▸ **What the task requires**:
Records follow. Select each line holding "вулиця".

*** Materials provided ***

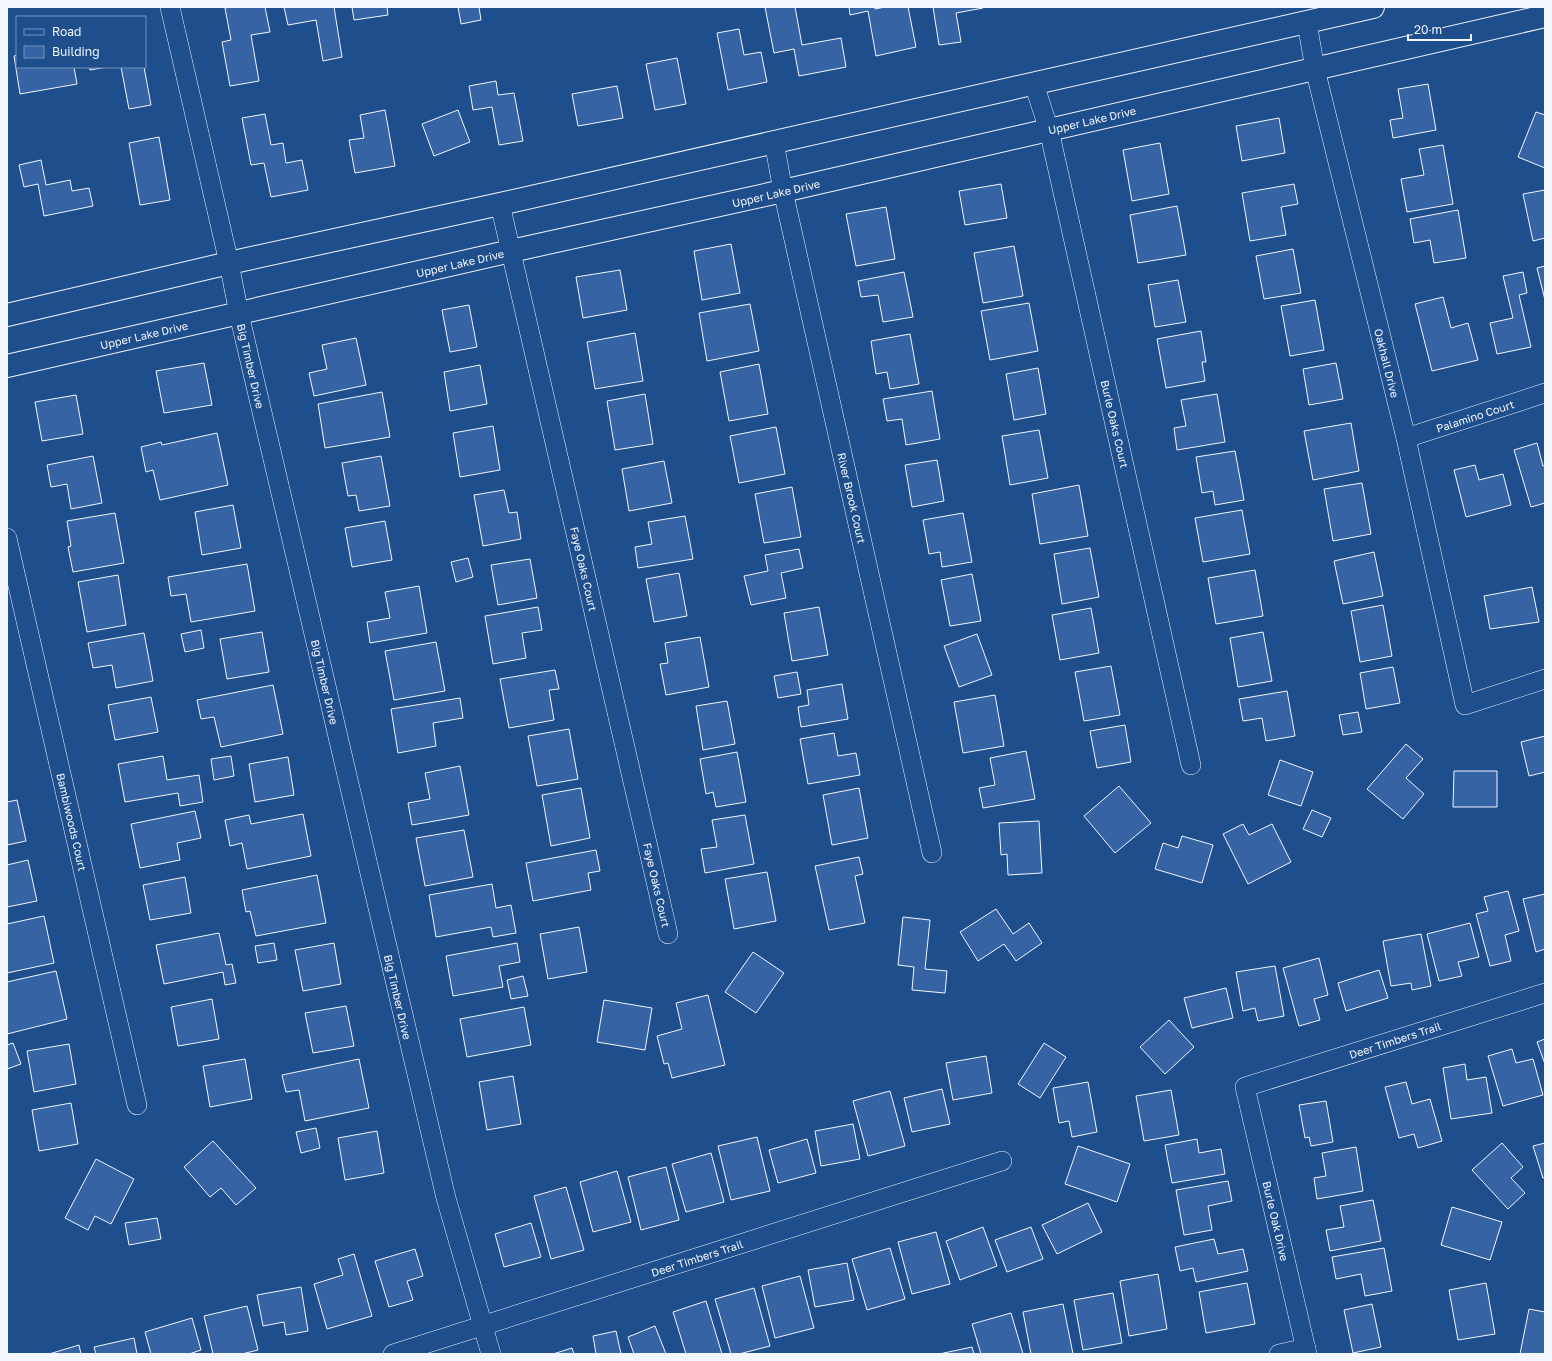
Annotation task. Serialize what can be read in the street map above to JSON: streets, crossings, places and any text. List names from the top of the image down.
{
  "streets": {
    "street": [
      "Upper Lake Drive",
      "Oakhall Drive",
      "Big Timber Drive",
      "Palamino Court",
      "Burle Oaks Court",
      "River Brook Court",
      "Faye Oaks Court",
      "Bambiwoods Court",
      "Deer Timbers Trail",
      "Burle Oak Drive"
    ]
  },
  "crossings": [
    ["Upper Lake Drive", "Oakhall Drive"],
    ["Upper Lake Drive", "Big Timber Drive"],
    ["Upper Lake Drive", "Burle Oaks Court"],
    ["Upper Lake Drive", "River Brook Court"],
    ["Upper Lake Drive", "Faye Oaks Court"],
    ["Oakhall Drive", "Palamino Court"],
    ["Big Timber Drive", "Deer Timbers Trail"],
    ["Deer Timbers Trail", "Burle Oak Drive"]
  ],
  "legend": ["Road", "Building"],
  "scale_bar": "20 m"
}
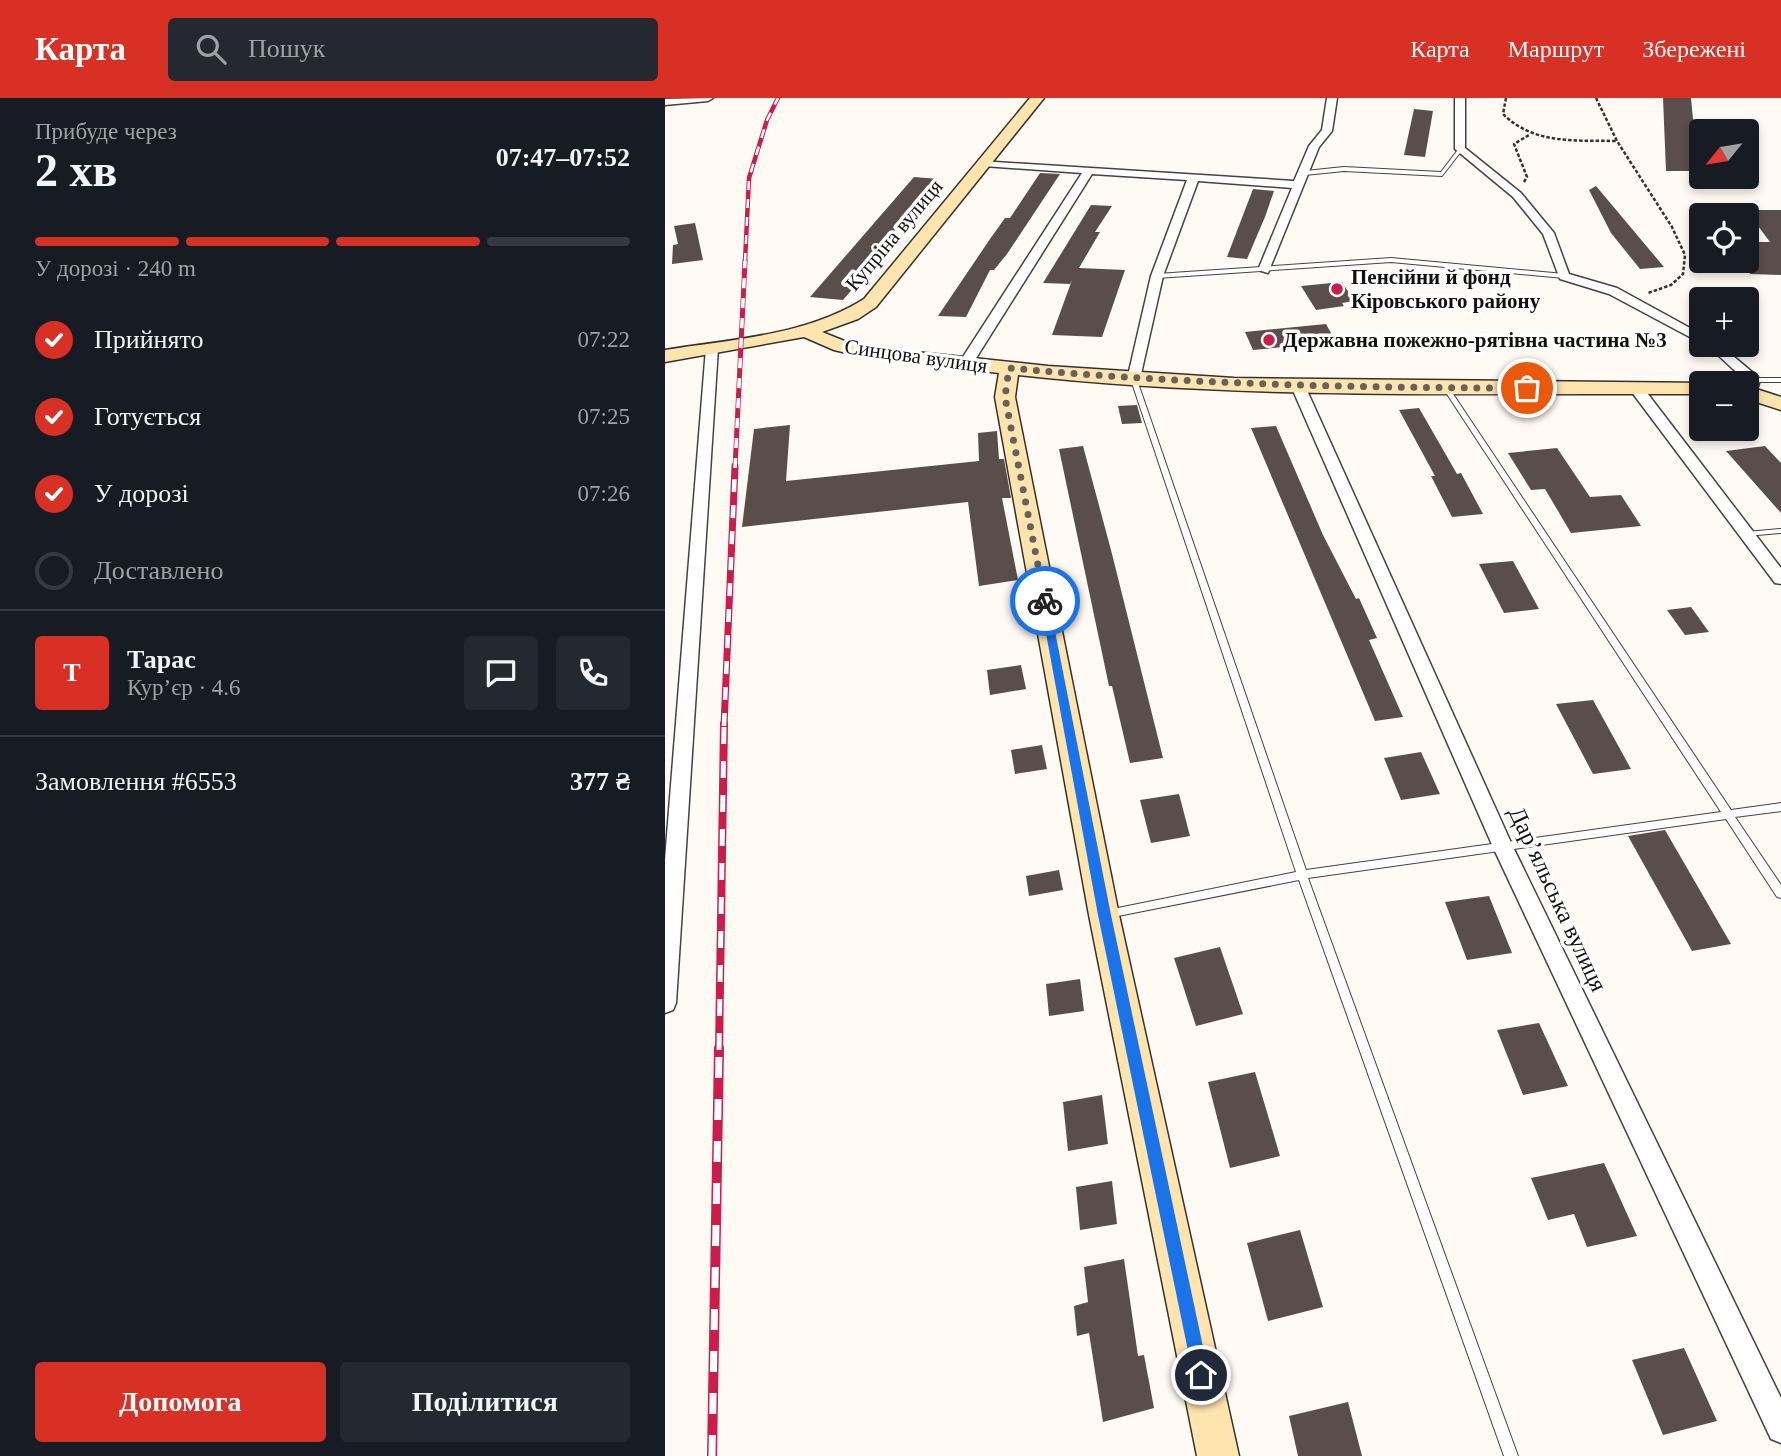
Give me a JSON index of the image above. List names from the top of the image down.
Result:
{
  "streets": {
    "street": ["Купріна вулиця", "Синцова вулиця", "Дар’яльська вулиця"]
  },
  "crossings": [
    ["Купріна вулиця", "Синцова вулиця"],
    ["Синцова вулиця", "Дар’яльська вулиця"]
  ],
  "places": ["Пенсійни й фонд Кіровського району", "Державна пожежно-рятівна частина №3"],
  "north": "bottom left",
  "page": {
    "header": "Карта",
    "search": "Пошук",
    "nav": ["Карта", "Маршрут", "Збережені"],
    "heading": ["2 хв", "Прибуде через", "07:47–07:52"],
    "panel": [
      "Тарас",
      "Кур’єр · 4.6",
      "Замовлення #6553",
      "377 ₴"
    ],
    "map_buttons": ["+", "−"],
    "bar": "У дорозі · 240 m",
    "list": [
      ["Прийнято", "07:22"],
      ["Готується", "07:25"],
      ["У дорозі", "07:26"],
      "Доставлено"
    ],
    "round": "Т",
    "buttons": ["Допомога", "Поділитися"]
  }
}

*** End of Materials provided ***

▸ **Task answer**:
    "street": ["Купріна вулиця", "Синцова вулиця", "Дар’яльська вулиця"]
    ["Купріна вулиця", "Синцова вулиця"],
    ["Синцова вулиця", "Дар’яльська вулиця"]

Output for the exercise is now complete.